Nicht als vollständige positive Netto-Wirkung lesen.

Abgrenzung

Abgrenzung

  • Nicht als bloßes Schlagwort verwenden: „Taxonomiekonformität“ braucht Kontext, Bilanzgrenze und Prüffrage.
  • Nicht mit einer fertigen Bewertung verwechseln: Der Begriff ordnet ein, er entscheidet nicht automatisch.
  • Nicht von Datenqualität trennen: Als WÖk-Präzisierungsbegriff bleibt er nur belastbar, wenn Quelle, Bedeutung und Grenze sichtbar sind.

Wirkungsökonomische Sicht & Einordnung

Wie der Begriff in der WÖk gelesen wird

Für die Wirkungsökonomie ist „Taxonomiekonformität“ wichtig, weil der Begriff entscheidet, welche Wirkungsfrage überhaupt sichtbar wird. Taxonomiekonformität bedeutet, dass eine taxonomiefähige Tätigkeit die einschlägigen Taxonomie-Anforderungen erfüllt.

Im Bereich Datenbegriff hilft der Begriff, nicht nur über ein Schlagwort zu sprechen, sondern über Zustände, Betroffene, Bilanzgrenzen, Wirkpfade und Rückkopplungen. Genau dort beginnt die wirkungsökonomische Prüfung.

Beispiele

Wo der Begriff praktisch auftaucht

  • In einer Debatte klärt der Begriff, ob über Fakten, Deutung, Wirkungspotenzial oder eingetretene Wirkung gesprochen wird.
  • In einem Werkzeug markiert „Taxonomiekonformität“, welche Eingaben, Quellen oder Grenzen für eine belastbare Einordnung nötig sind.
  • In Datenbegriff hilft der Begriff, verkürzte Aussagen in eine überprüfbare Wirkungsfrage zu übersetzen.

Mess- und Steuerungsbezug

Wie daraus eine prüfbare Wirkungsfrage wird

Prüfbar wird „Taxonomiekonformität“, wenn klar ist, welcher Zustand betrachtet wird, welche Quelle herangezogen wird, welche Bilanzgrenze gilt und welche Veränderung tatsächlich gemeint ist.

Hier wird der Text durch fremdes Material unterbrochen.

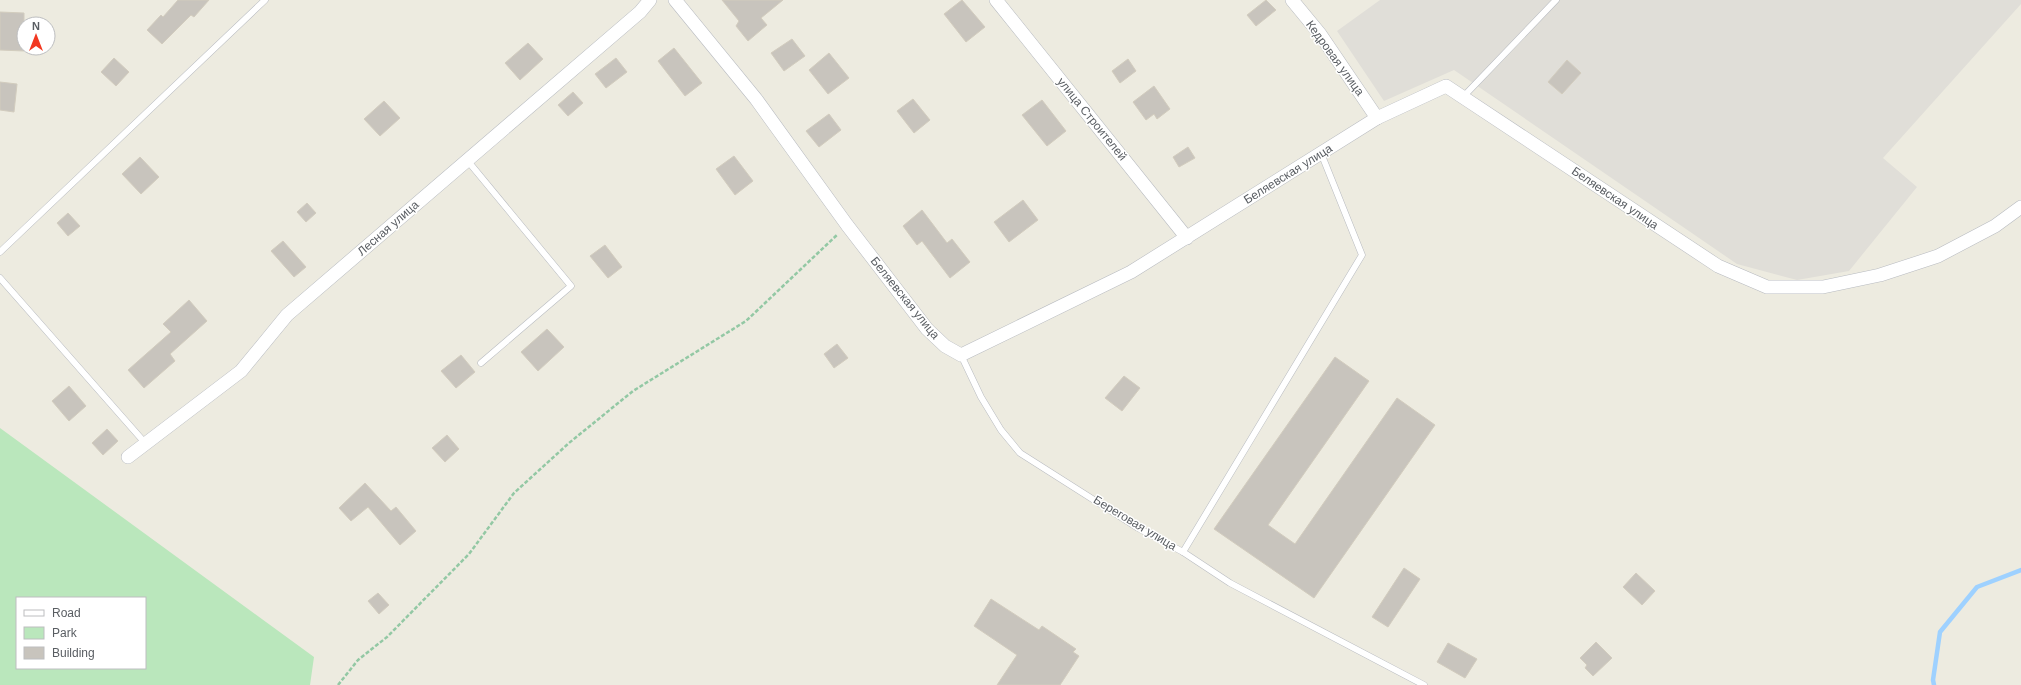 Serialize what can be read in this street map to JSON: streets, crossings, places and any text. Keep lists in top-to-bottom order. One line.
{"streets":{"street":["Кедровая улица","улица Строителей","Беляевская улица","Лесная улица"],"lane":["Береговая улица"]},"crossings":[["Кедровая улица","Беляевская улица"],["улица Строителей","Беляевская улица"],["Беляевская улица","Береговая улица"]],"legend":["Road","Park","Building"],"north":"top"} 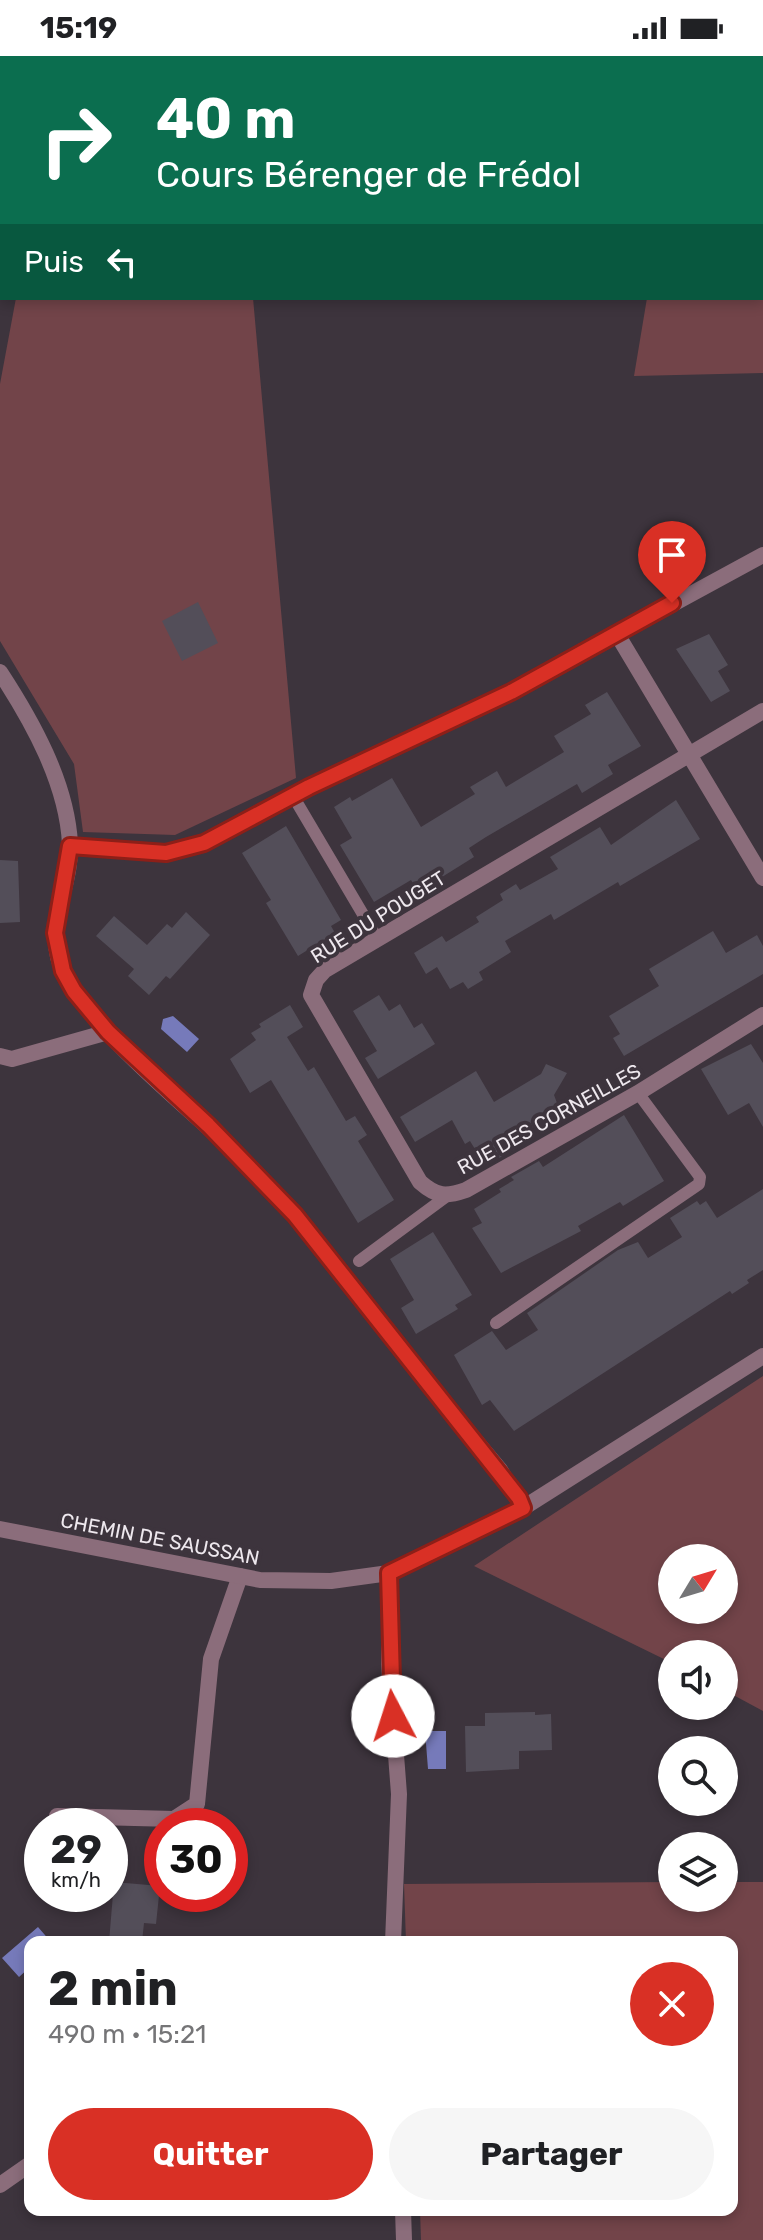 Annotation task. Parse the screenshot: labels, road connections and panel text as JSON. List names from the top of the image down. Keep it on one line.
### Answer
{"streets":{"street":["RUE DU POUGET","RUE DES CORNEILLES","CHEMIN DE SAUSSAN"]},"crossings":[["RUE DU POUGET","RUE DES CORNEILLES"]],"north":"top right","page":{"status":"15:19","turn":["40 m","Cours Bérenger de Frédol"],"then":"Puis","speed":"29 km/h","limit":"30","heading":["2 min","490 m · 15:21"],"buttons":["Quitter","Partager"]}} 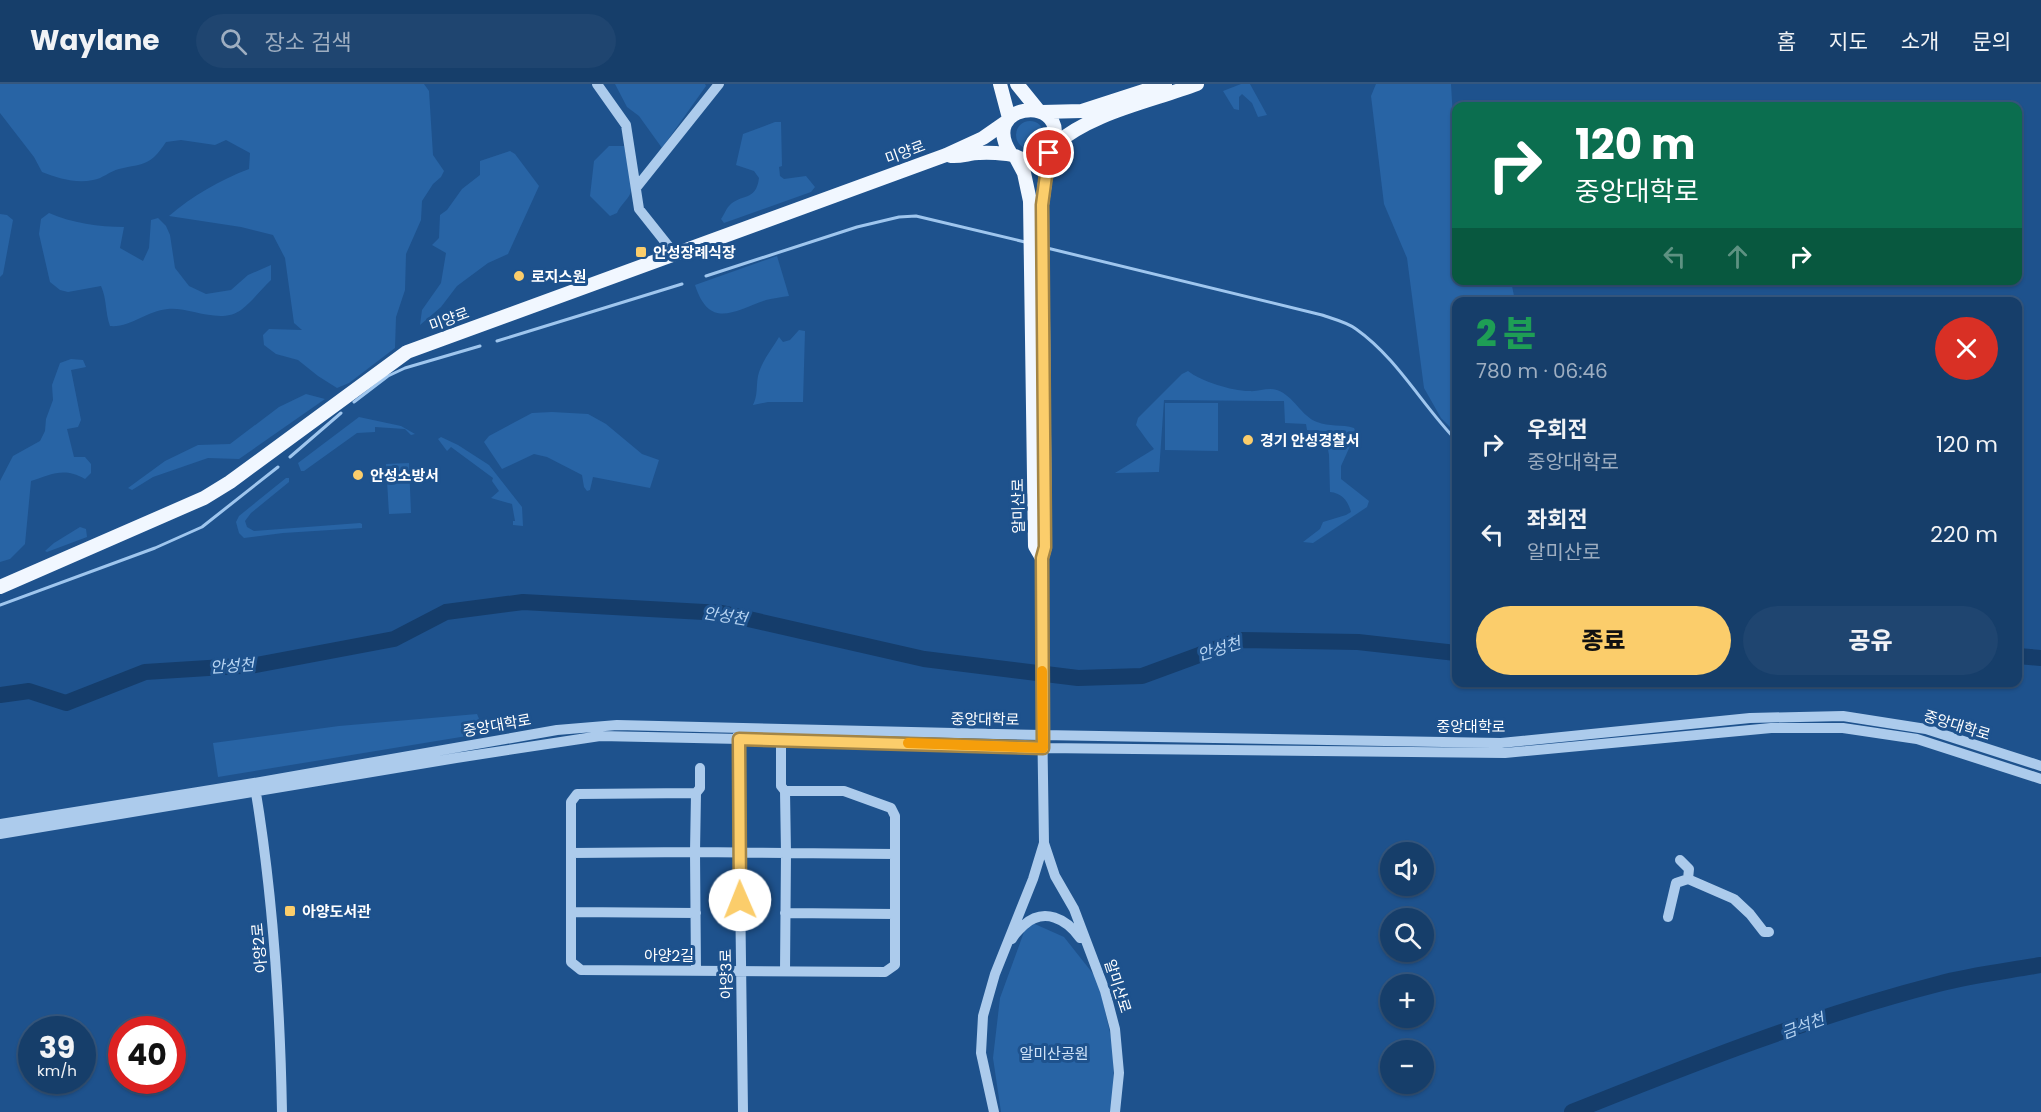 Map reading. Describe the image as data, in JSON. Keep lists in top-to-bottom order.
{
  "streets": {
    "main road": ["미양로", "알미산로"],
    "street": [
      "중앙대학로",
      "아양2로",
      "아양2길",
      "아양3로"
    ]
  },
  "crossings": [
    ["미양로", "알미산로"],
    ["알미산로", "중앙대학로"],
    ["중앙대학로", "아양2로"],
    ["중앙대학로", "아양3로"],
    ["아양2길", "아양3로"]
  ],
  "water": ["안성천", "금석천"],
  "parks": ["알미산공원"],
  "places": {
    "transit": ["안성장례식장", "아양도서관"],
    "other": ["로지스원", "경기 안성경찰서", "안성소방서"]
  },
  "page": {
    "header": "Waylane",
    "search": "장소 검색",
    "nav": [
      "홈",
      "지도",
      "소개",
      "문의"
    ],
    "turn": ["120 m", "중앙대학로"],
    "heading": ["2 분", "780 m · 06:46"],
    "list": [
      {
        "name": "우회전",
        "note": "중앙대학로",
        "value": "120 m"
      },
      {
        "name": "좌회전",
        "note": "알미산로",
        "value": "220 m"
      }
    ],
    "buttons": ["종료", "공유"],
    "map_buttons": ["+", "−"],
    "speed": "39 km/h",
    "limit": "40"
  }
} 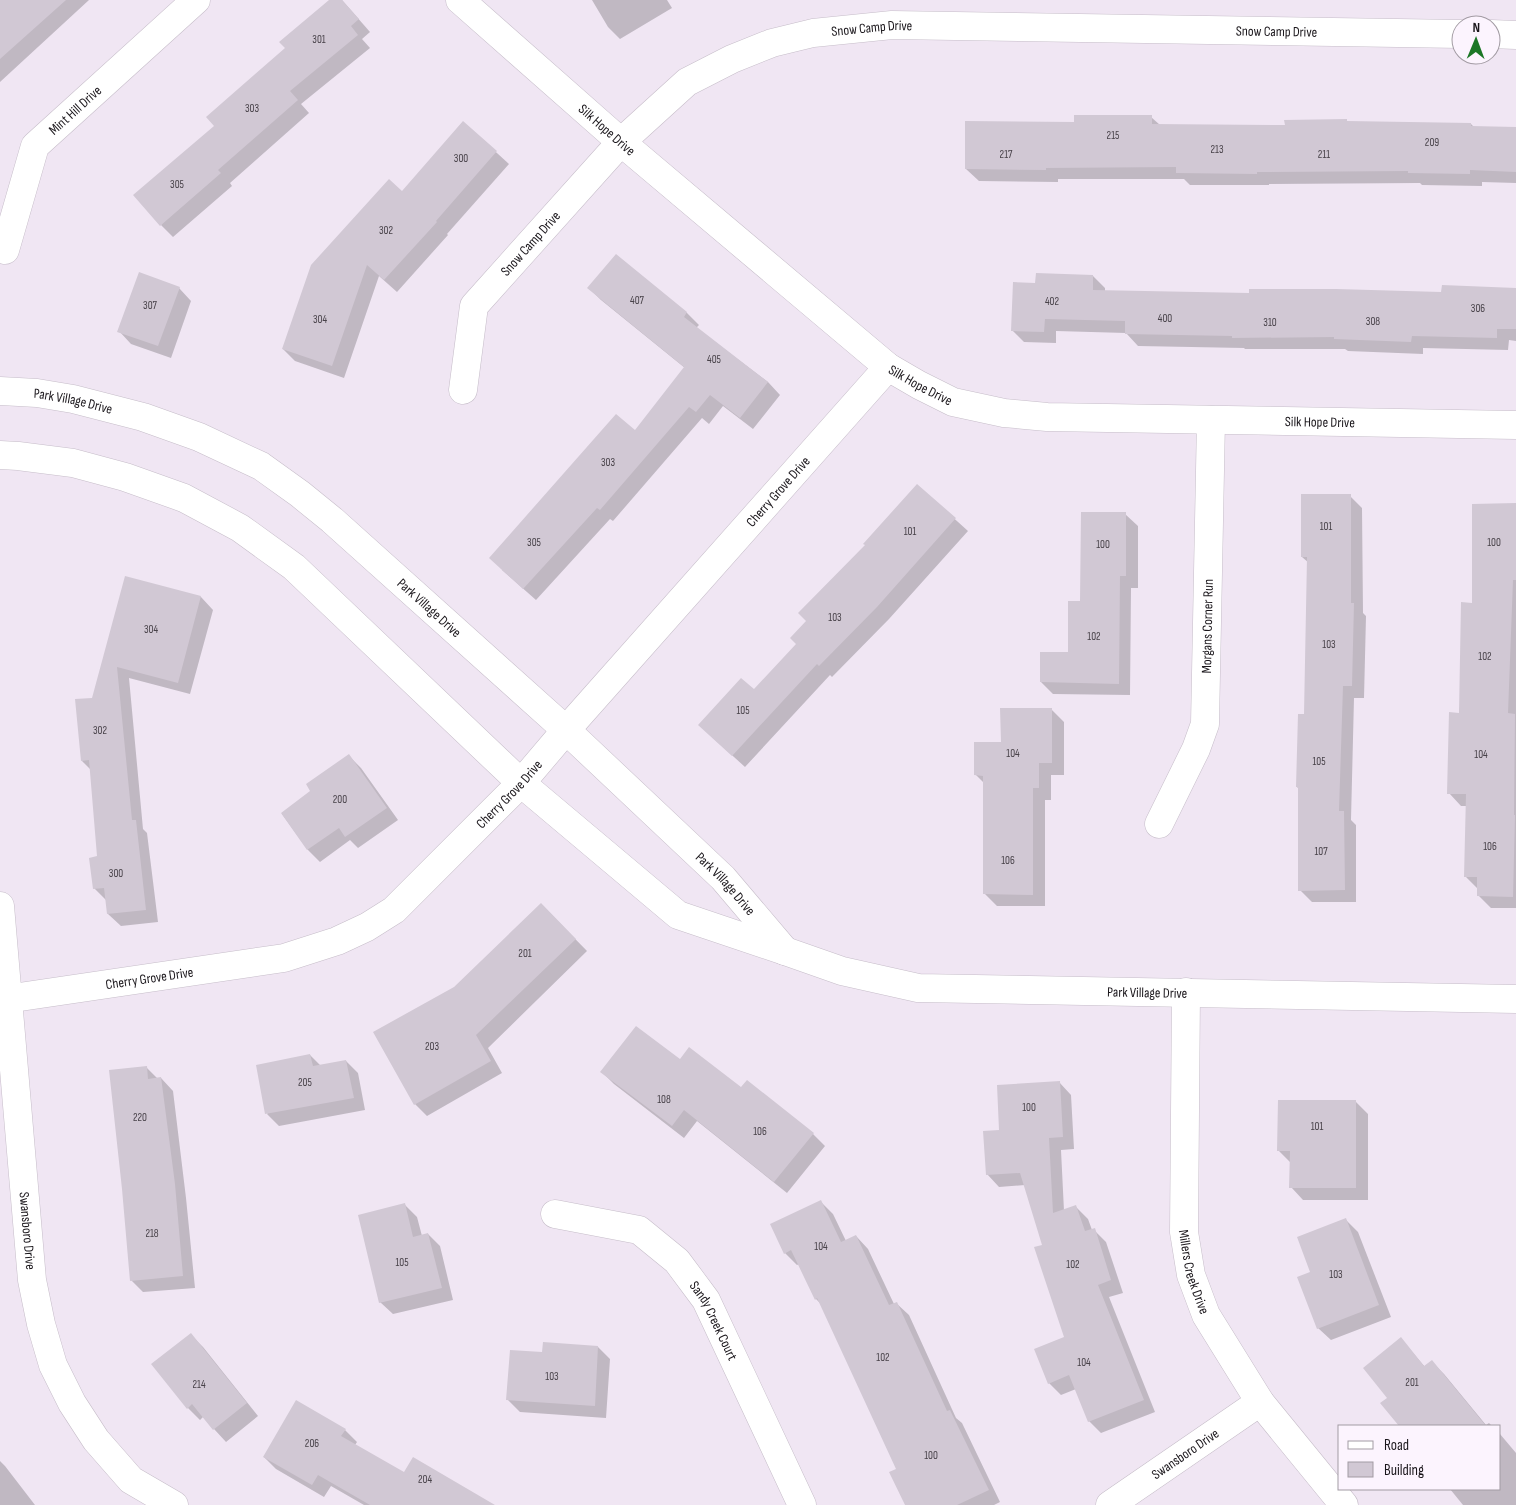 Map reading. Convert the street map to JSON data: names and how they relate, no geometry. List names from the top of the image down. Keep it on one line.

Für die Steuerung zählen deshalb nicht nur Definitionen, sondern Datenqualität, Vergleichsmaßstab, Zeitbezug, Nebenfolgen und die Rückkopplung in Entscheidung, Preis, Regel, Kapital, Kommunikation oder Verhalten.

Querverweise

Begriffe, die du mitdenken solltest

EU-Taxonomie · dnsh · Mindestschutz / Minimum Safeguards · Technische Bewertungskriterien · Taxonomie-KPIs · Ermöglichende Tätigkeit · Taxonomiefähigkeit

Version und Quellen

Kategorie: Datenbegriff · Version: 1.0

Quelle

Glossar-Datenstandards

Website

Öffentlicher Inhaltsverweis ohne Kurzbeschreibung.

Quellenbasis für die öffentliche Begriffserklärung.